* [WHAT YOU HAVE TO DO]: Pictures stay out; everything else in the listing below is to be restated word for word.

(SOURCE MATERIAL begins)

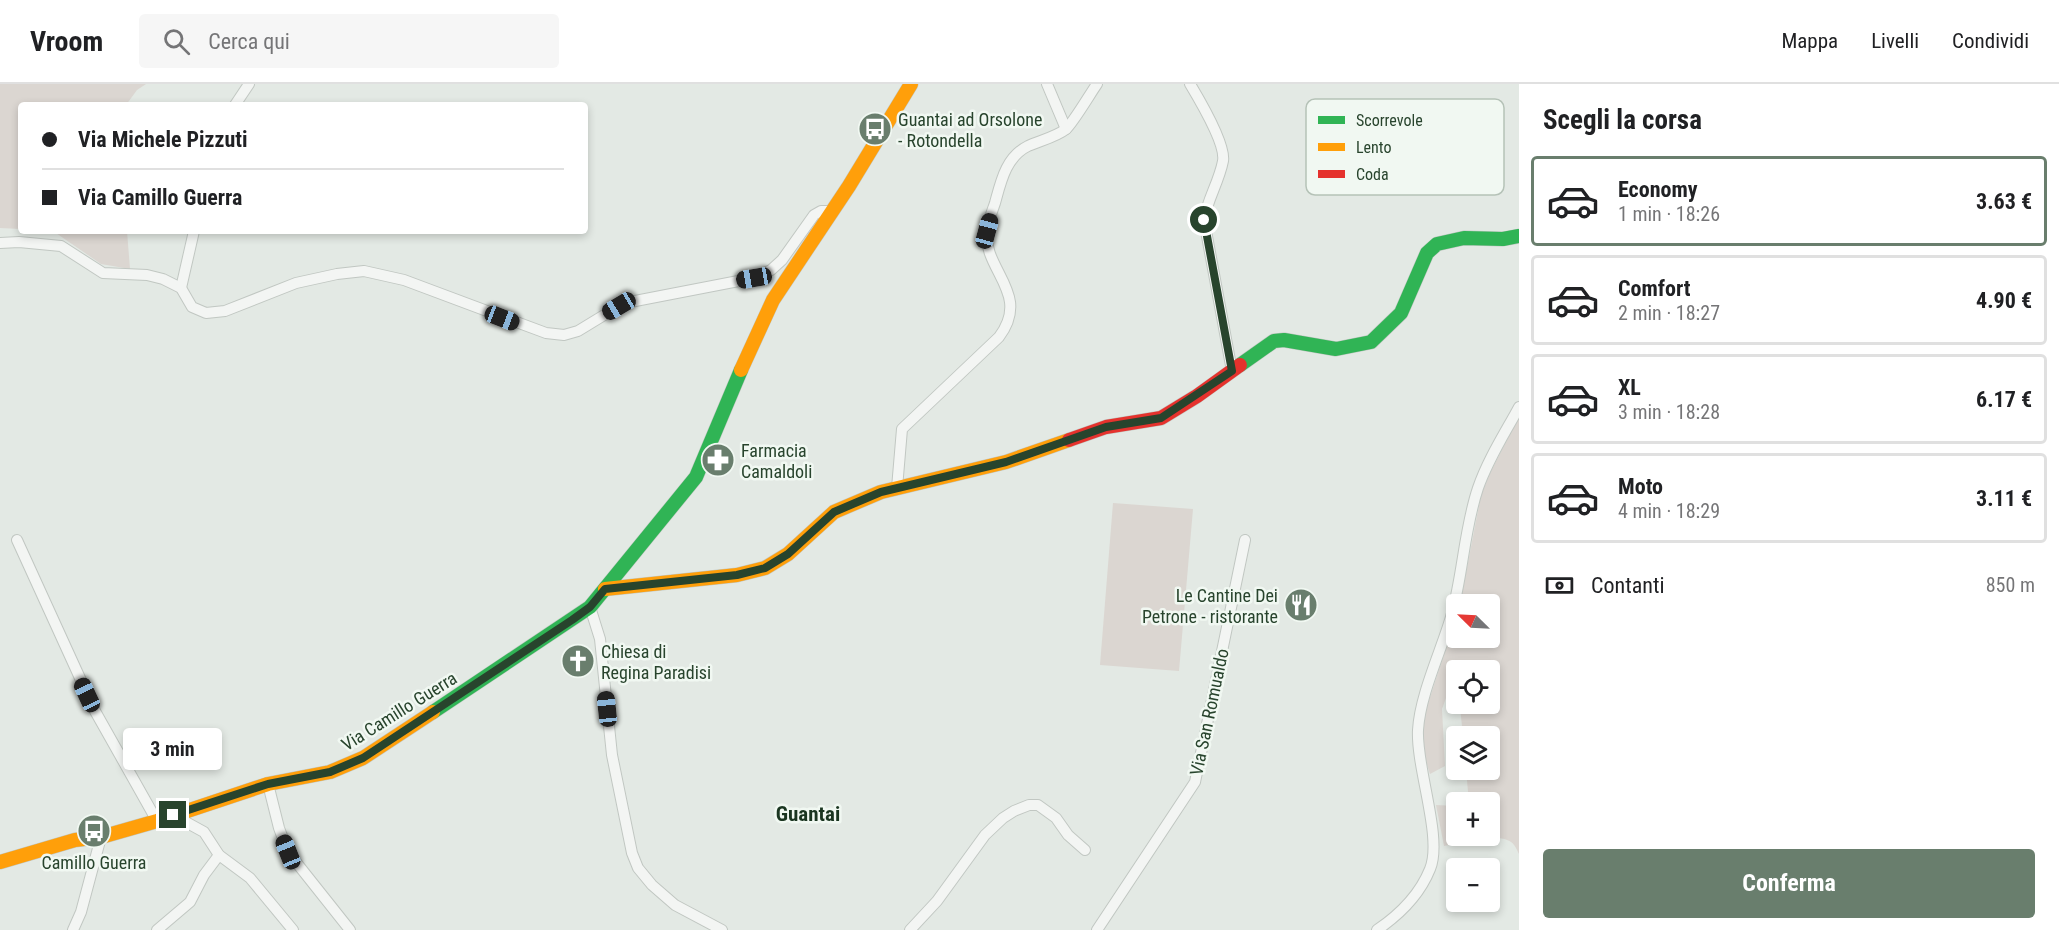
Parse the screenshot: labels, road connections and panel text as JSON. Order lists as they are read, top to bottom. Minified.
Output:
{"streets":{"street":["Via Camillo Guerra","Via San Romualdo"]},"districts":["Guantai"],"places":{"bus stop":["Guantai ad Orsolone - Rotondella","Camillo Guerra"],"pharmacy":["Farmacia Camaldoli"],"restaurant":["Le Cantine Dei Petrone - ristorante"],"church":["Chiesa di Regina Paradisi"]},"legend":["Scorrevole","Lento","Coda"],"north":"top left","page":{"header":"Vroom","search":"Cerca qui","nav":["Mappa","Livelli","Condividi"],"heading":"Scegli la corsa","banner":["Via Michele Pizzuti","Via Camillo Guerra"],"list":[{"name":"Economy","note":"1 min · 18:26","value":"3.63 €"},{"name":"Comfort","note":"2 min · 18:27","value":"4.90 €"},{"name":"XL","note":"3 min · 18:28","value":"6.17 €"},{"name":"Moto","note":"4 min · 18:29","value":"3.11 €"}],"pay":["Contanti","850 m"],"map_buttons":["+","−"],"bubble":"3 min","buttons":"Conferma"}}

(SOURCE MATERIAL ends)

* [WRITTEN ANSWER]:
Parse the screenshot: labels, road connections and panel text as JSON. Order lists as they are read, top to bottom. Minified.
Output:
{"streets":{"street":["Via Camillo Guerra","Via San Romualdo"]},"districts":["Guantai"],"places":{"bus stop":["Guantai ad Orsolone - Rotondella","Camillo Guerra"],"pharmacy":["Farmacia Camaldoli"],"restaurant":["Le Cantine Dei Petrone - ristorante"],"church":["Chiesa di Regina Paradisi"]},"legend":["Scorrevole","Lento","Coda"],"north":"top left","page":{"header":"Vroom","search":"Cerca qui","nav":["Mappa","Livelli","Condividi"],"heading":"Scegli la corsa","banner":["Via Michele Pizzuti","Via Camillo Guerra"],"list":[{"name":"Economy","note":"1 min · 18:26","value":"3.63 €"},{"name":"Comfort","note":"2 min · 18:27","value":"4.90 €"},{"name":"XL","note":"3 min · 18:28","value":"6.17 €"},{"name":"Moto","note":"4 min · 18:29","value":"3.11 €"}],"pay":["Contanti","850 m"],"map_buttons":["+","−"],"bubble":"3 min","buttons":"Conferma"}}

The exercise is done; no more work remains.